Im Mittelpunkt der Sanierung standen das ehemalige Gefängnisgebäude, die Schmiede, das Haus des Inselkommandanten und drei der historischen Lagerhäuser. Schon die Schadensanalysen von Bauteilen und Baustoffen erwiesen sich „aufgrund des Alters und der Heterogenität der Bausubstanz als äußerst aufwändig“, erklärt Michael Pojarov von Remmers. Bei der Bestandsanalyse zeigte sich, dass alle Gebäude sowohl im Innenbereich als auch an Fassade und Dach teils starke Beschädigungen aufweisen. „Als Problem entpuppten sich vor allem die stark durchfeuchteten Ziegel- und Putzflächen. Unter anderem gab es am Mauerwerk und an den Verschalungen der Sockel zahlreiche Schäden“, beschreibt Michael Pojarov den schlechten Zustand der Gebäude. „Die Hauptaufgabe bestand darin, die Reste des Deckmaterials zu erhalten, vorherige Reparaturschichten zu entfernen und unprofessionelle Restaurierungsarbeiten zu beheben“, ergänzt Sergej Stojko, Baustellenleiter beim russischen Generalunternehmer BIK. Für den deutschen Baustoffhersteller bedeutete das Absatzpotenzial: Bei zahlreichen Arbeiten an Fundamenten und Mauerwerken, ob beim Auffüllen von Steinverlusten des Ziegelmauerwerks, bei der Instandsetzung, Isolierung und dem Schutz der Fundamente kamen Produkte von Remmers zum Einsatz.

Kooperation

Um die entsprechenden Instandsetzungstechnologien und Restaurierungsverfahren zu erarbeiten, mussten die deutschen Baustoffexperten bereits früh und eng mit ihren russischen Kollegen zusammenarbeiten – vom Bauherrn bis zur Denkmalschutzbehörde. „Beispielhaft ist die enge Kooperation des Investors, der ausführenden Handwerker und des beratenden  Ingenieurbüros mit dem Komitee für staatliche Kontrolle, Nutzung und Schutz von historischen und kulturellen Denkmälern der Stadt St. Petersburg“, lobt Michael Pojarov die Kooperation.

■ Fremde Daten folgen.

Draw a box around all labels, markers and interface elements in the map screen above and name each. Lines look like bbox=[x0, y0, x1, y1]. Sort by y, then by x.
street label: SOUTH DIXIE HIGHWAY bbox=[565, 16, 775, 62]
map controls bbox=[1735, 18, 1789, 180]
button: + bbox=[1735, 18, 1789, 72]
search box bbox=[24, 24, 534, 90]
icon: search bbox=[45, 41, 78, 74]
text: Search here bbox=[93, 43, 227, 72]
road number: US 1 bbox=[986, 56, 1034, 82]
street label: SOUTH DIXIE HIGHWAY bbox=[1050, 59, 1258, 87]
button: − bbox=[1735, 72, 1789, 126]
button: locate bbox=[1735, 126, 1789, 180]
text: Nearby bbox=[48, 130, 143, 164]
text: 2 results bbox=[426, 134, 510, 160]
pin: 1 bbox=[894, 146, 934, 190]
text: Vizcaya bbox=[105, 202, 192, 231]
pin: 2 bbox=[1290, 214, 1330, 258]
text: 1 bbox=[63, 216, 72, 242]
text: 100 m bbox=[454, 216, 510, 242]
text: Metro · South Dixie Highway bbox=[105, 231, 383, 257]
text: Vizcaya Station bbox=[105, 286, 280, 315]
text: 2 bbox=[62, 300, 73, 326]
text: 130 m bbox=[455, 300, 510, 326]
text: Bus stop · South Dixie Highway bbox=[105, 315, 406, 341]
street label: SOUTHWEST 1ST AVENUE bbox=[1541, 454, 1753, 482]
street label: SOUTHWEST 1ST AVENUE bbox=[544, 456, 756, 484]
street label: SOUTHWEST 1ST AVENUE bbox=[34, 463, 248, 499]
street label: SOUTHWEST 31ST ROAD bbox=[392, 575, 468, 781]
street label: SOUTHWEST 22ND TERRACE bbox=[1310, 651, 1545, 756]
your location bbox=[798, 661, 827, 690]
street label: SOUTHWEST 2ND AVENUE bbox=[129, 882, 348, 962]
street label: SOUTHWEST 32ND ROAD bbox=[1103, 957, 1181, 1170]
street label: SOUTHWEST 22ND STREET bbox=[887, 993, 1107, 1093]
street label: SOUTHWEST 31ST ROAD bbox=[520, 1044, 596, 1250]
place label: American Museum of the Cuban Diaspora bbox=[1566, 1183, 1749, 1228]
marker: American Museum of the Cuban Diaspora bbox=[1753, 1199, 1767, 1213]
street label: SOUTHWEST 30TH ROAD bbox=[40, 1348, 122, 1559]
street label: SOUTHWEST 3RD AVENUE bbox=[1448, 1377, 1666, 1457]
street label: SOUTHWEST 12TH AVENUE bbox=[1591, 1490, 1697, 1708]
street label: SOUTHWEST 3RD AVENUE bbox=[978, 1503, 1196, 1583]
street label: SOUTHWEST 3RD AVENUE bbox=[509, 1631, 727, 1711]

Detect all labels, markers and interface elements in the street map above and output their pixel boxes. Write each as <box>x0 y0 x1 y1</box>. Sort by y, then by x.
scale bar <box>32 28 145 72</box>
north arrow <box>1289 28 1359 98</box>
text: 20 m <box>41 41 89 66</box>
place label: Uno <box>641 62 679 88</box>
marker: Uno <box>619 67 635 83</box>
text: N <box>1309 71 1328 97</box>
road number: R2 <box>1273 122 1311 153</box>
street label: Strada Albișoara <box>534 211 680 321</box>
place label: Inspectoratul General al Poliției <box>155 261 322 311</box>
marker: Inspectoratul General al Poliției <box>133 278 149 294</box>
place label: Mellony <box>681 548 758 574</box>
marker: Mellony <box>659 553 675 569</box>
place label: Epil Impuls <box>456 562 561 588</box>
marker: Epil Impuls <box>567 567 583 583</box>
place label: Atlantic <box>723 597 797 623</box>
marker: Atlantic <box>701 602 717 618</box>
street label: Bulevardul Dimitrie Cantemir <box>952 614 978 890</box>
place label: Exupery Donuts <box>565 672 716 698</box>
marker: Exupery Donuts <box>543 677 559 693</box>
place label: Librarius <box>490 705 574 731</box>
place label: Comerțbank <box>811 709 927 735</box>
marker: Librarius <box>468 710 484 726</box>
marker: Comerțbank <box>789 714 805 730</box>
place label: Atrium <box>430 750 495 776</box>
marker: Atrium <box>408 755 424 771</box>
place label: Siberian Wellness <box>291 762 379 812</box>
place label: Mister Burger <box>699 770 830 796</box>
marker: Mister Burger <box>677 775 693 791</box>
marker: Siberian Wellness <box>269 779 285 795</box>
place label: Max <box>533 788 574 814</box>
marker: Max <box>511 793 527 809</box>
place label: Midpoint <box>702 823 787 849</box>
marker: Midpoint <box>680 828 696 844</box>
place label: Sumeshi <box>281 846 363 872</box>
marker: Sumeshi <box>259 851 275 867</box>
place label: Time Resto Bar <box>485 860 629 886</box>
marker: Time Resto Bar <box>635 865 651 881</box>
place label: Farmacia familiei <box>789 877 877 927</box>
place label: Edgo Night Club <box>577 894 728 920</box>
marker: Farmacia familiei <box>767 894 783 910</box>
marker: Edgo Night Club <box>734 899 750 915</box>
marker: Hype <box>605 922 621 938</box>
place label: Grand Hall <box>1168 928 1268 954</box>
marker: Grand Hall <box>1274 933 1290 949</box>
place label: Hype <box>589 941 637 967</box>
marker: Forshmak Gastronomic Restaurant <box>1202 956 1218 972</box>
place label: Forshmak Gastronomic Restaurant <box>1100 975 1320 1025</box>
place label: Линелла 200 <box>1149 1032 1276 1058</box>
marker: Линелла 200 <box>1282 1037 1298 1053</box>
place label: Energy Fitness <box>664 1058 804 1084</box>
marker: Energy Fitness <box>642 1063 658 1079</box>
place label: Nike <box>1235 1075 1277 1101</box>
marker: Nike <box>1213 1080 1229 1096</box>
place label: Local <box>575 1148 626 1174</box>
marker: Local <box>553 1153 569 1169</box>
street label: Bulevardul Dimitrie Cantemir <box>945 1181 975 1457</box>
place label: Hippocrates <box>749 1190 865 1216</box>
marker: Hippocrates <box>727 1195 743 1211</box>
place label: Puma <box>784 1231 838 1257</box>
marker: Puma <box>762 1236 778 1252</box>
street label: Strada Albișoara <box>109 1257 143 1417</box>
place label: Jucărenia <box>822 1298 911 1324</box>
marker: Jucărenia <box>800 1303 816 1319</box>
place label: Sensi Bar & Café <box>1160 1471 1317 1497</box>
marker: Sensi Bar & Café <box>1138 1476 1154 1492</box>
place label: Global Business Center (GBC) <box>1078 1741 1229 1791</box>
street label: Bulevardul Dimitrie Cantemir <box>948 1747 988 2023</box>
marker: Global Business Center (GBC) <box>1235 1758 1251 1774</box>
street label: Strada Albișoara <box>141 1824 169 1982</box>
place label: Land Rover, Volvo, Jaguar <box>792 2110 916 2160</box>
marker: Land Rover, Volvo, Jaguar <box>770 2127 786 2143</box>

Julia Kutscherenko, Generaldirektorin beim Investor New Holland Development, zeigt sich mit dem Ergebnis hochzufrieden: „Alle Arbeiten wurden in enger Zusammenarbeit aller Beteiligten mit Respekt vor der Handwerkskunst vergangener Zeiten sehr feinfühlig durchgeführt und tragen so dazu bei, die Schönheit des New-Holland-Komplexes zu erhalten und den Zeitgenossen ganz neu darzustellen.“

Patrick Bessler

Dieser Beitrag ist in der aktuellen Ausgabe von OstContact 9/10-2018 erschienen.